LOOK NORTH: Nils Usakovs is considering changing electricity suppliers for the city of Riga.

RIGA - Riga Mayor Nils Usakovs (Harmony Center) on March 3 had a meeting with representatives from Enefit, the Latvian subsidiary of Estonian power utility Eesti Energia, to discuss their forecasted tariffs that they might offer for municipal enterprises and organizations in Riga, reports news agency LETA. Rigas Centraltirgus (Riga Central Market) has been buying electricity from Enefit already since last year, as Enefit had offered 10 percent lower tariffs than the other bidders.
Enefit could also participate in procurement tenders organized by other municipal companies and organizations, Usakovs’ press secretary Anna Kononova said.

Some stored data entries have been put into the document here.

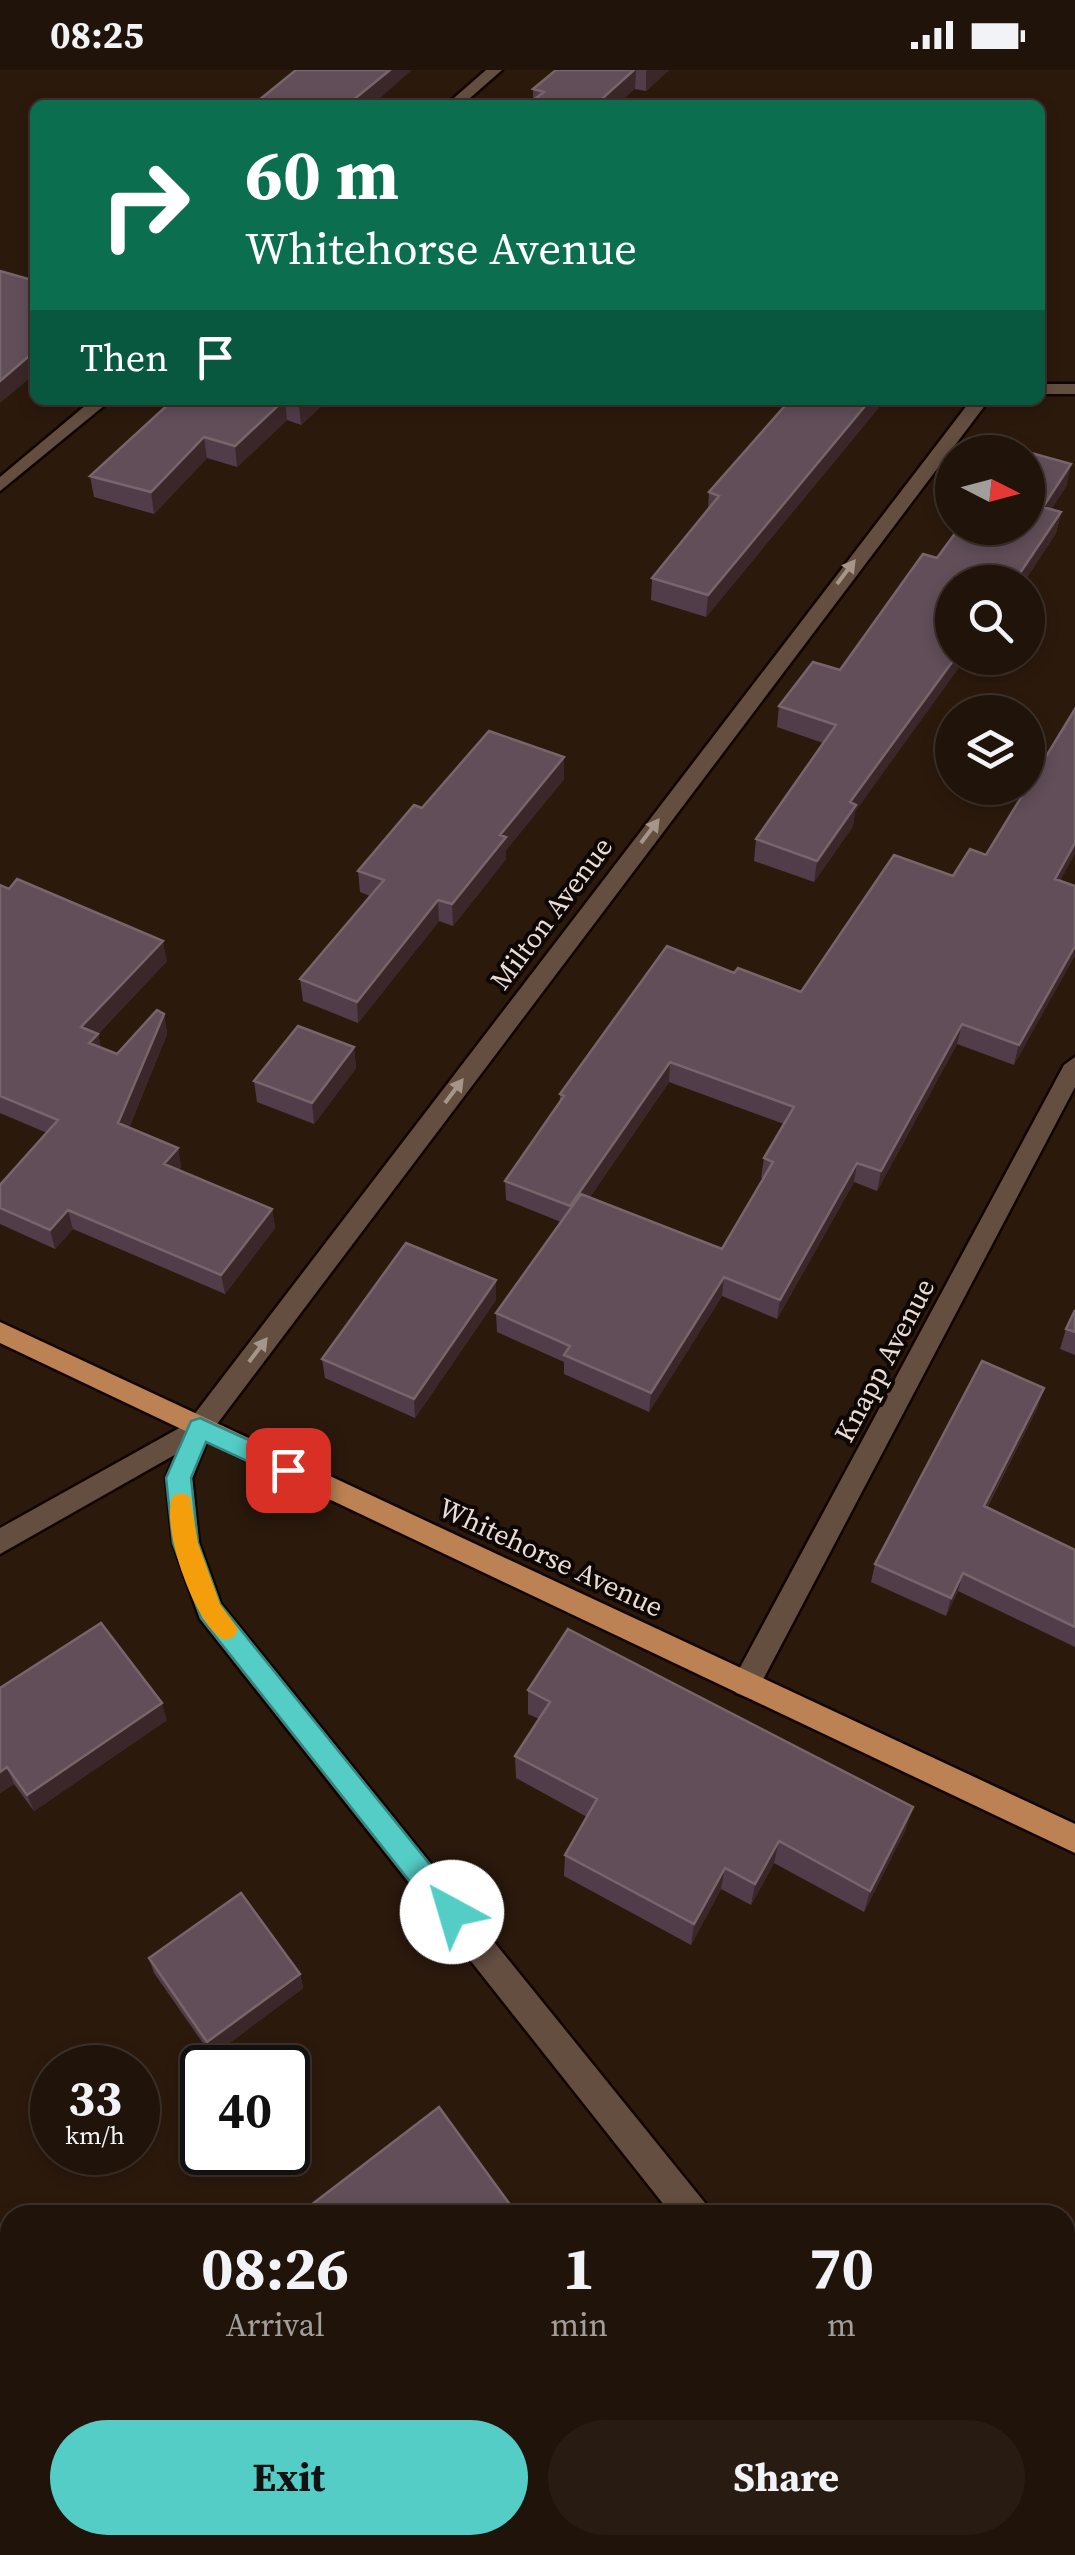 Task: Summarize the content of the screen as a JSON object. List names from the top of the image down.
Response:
{
  "streets": {
    "main road": ["Whitehorse Avenue"],
    "street": ["Milton Avenue", "Knapp Avenue"]
  },
  "crossings": [
    ["Milton Avenue", "Whitehorse Avenue"],
    ["Knapp Avenue", "Whitehorse Avenue"]
  ],
  "one_way": ["Milton Avenue"],
  "north": "right",
  "page": {
    "status": "08:25",
    "turn": ["60 m", "Whitehorse Avenue"],
    "then": "Then",
    "speed": "33 km/h",
    "limit": "40",
    "eta": [
      "08:26",
      "Arrival",
      "1",
      "min",
      "70",
      "m"
    ],
    "buttons": ["Exit", "Share"]
  }
}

It is possible that Enefit could offer its services to not only enterprises and organizations, but also households, for instance, via the municipal house management company Rigas Namu Parvaldnieks.
Additionally, about 2 million lats (2.8 million euros) are spent on street lighting in Riga each year. With the new tariffs from the Latvian power utility Latvenergo, this sum will increase by about 45 percent, which is why a new tender will be announced soon by the Riga street lighting agency Rigas Gaisma.

Latvia’s Public Utilities Commission council approved new electricity tariffs for Latvenergo last month, which provide a new system of calculating tariffs. The new tariffs from Latvenergo are approximately 30 percent higher and will come into force as of April 1.
Because of the upcoming higher electricity rates, increasingly more residents of Latvia are looking to Enefit as their power supplier, reported business daily Dienas Bizness. Usakovs is therefore also interested in looking for an alternative to Latvenergo.

“Each day we receive from fifty to a hundred calls from households inquiring about the opportunity to switch to a different supplier. We are unable to answer all calls, which is why we now offer an inquiry form on our Web site. We are also receiving calls from enterprises - on Feb. 21, 35 new companies had registered with our Web site and 15 had gotten in touch with us on the phone,” says Enefit Executive Director Janis Bethers.

Enefit says it promises that companies that choose to enter into agreement with them, according to the company’s current electricity tariffs, will save 4 to 6 percent, depending on consumption figures and type of supply. If the price of electricity for clients is not pegged to the wholesale price, the saving is not fixed either, but, judging from the wholesale prices of 2010, the difference reached up to 30 percent in the spring, said Bethers.
He notes that there are no restrictions as to how many clients Enefit can have in Latvia, however, the situation is different for households, because Sadales Tikls electricity distribution network operator does not have an automated data exchange system.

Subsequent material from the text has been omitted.